WHAT IS REQUIRED. Transcribe all of the records word for word, please, omitting the pictures.

GIVEN RECORDS.

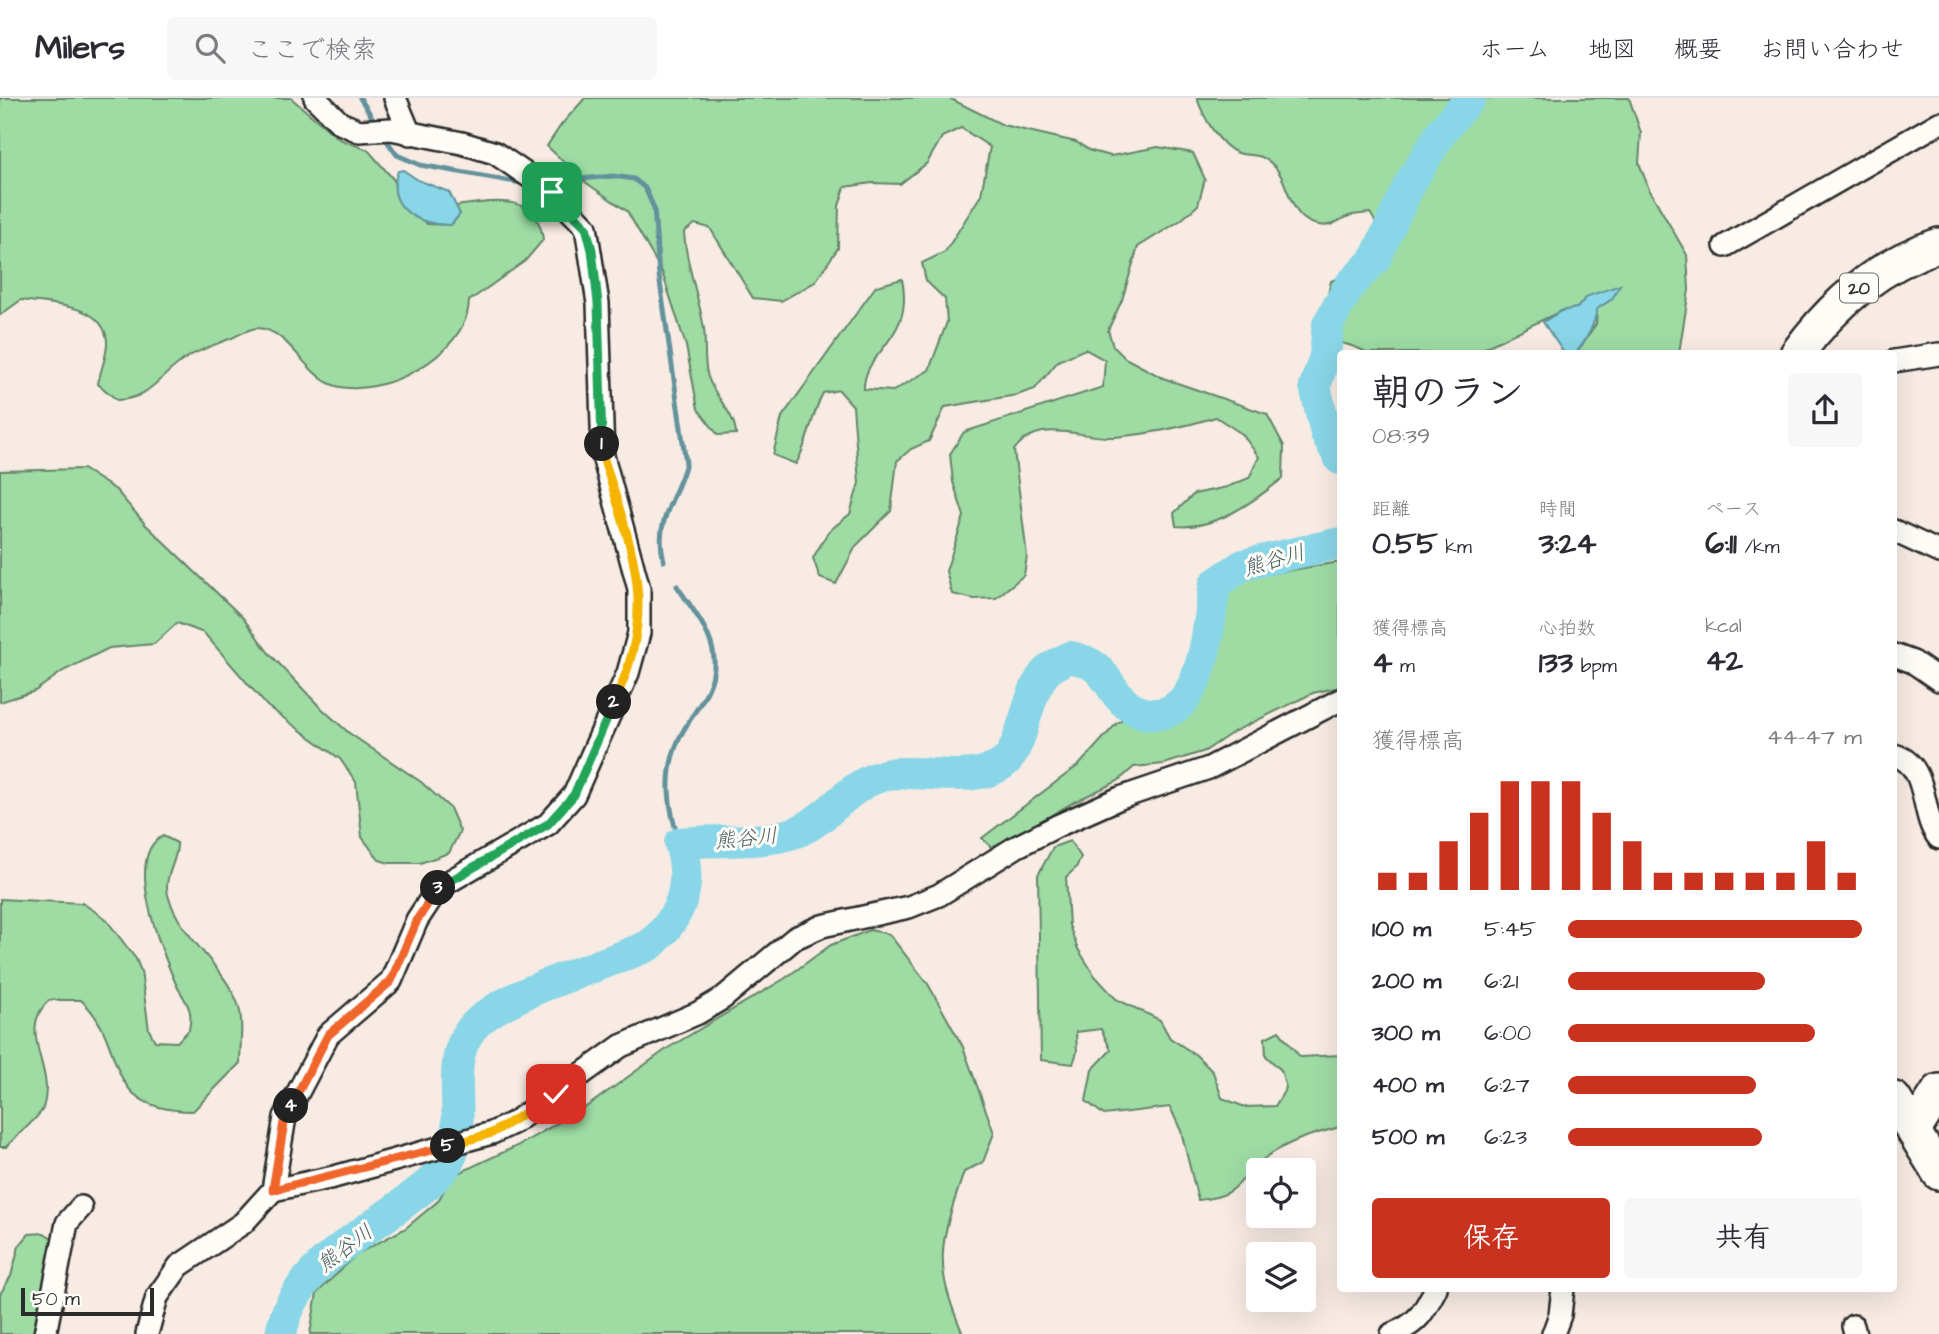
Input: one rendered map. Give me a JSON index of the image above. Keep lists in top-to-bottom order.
{
  "streets": {
    "main road": ["20"]
  },
  "water": ["熊谷川"],
  "scale_bar": "50 m",
  "page": {
    "header": "Milers",
    "search": "ここで検索",
    "nav": [
      "ホーム",
      "地図",
      "概要",
      "お問い合わせ"
    ],
    "heading": ["朝のラン", "08:39"],
    "pins": [
      "1",
      "2",
      "3",
      "4",
      "5"
    ],
    "stats": [
      ["距離", "0.55 km"],
      ["時間", "3:24"],
      ["ペース", "6:11 /km"],
      ["獲得標高", "4 m"],
      ["心拍数", "133 bpm"],
      ["kcal", "42"]
    ],
    "chart": ["獲得標高", "44–47 m"],
    "list": [
      {
        "name": "100 m",
        "note": "5:45"
      },
      {
        "name": "200 m",
        "note": "6:21"
      },
      {
        "name": "300 m",
        "note": "6:00"
      },
      {
        "name": "400 m",
        "note": "6:27"
      },
      {
        "name": "500 m",
        "note": "6:23"
      }
    ],
    "buttons": ["保存", "共有"],
    "scale": "50 m"
  }
}
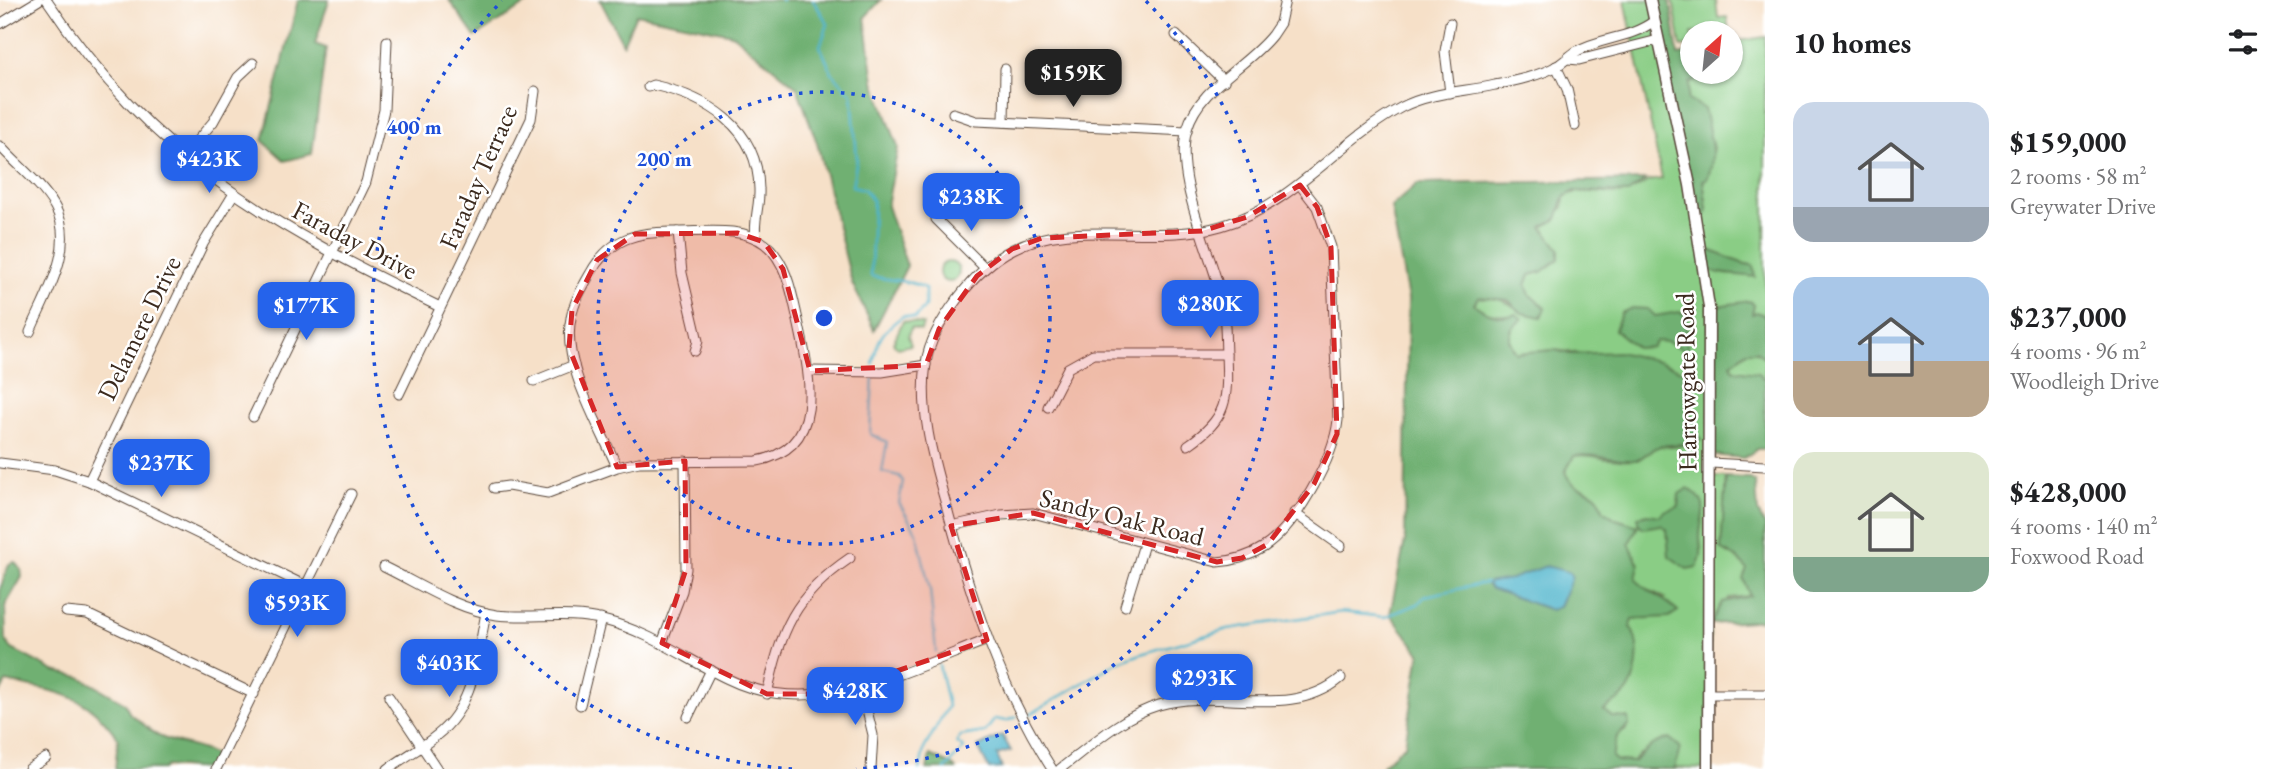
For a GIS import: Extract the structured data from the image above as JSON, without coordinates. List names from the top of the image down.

REPLY.
Input: one rendered map. Give me a JSON index of the image above. Keep lists in top-to-bottom order.
{
  "streets": {
    "main road": ["20"]
  },
  "water": ["熊谷川"],
  "scale_bar": "50 m",
  "page": {
    "header": "Milers",
    "search": "ここで検索",
    "nav": [
      "ホーム",
      "地図",
      "概要",
      "お問い合わせ"
    ],
    "heading": ["朝のラン", "08:39"],
    "pins": [
      "1",
      "2",
      "3",
      "4",
      "5"
    ],
    "stats": [
      ["距離", "0.55 km"],
      ["時間", "3:24"],
      ["ペース", "6:11 /km"],
      ["獲得標高", "4 m"],
      ["心拍数", "133 bpm"],
      ["kcal", "42"]
    ],
    "chart": ["獲得標高", "44–47 m"],
    "list": [
      {
        "name": "100 m",
        "note": "5:45"
      },
      {
        "name": "200 m",
        "note": "6:21"
      },
      {
        "name": "300 m",
        "note": "6:00"
      },
      {
        "name": "400 m",
        "note": "6:27"
      },
      {
        "name": "500 m",
        "note": "6:23"
      }
    ],
    "buttons": ["保存", "共有"],
    "scale": "50 m"
  }
}
For a GIS import: Extract the structured data from the image above as JSON, without coordinates. List names from the top of the image down.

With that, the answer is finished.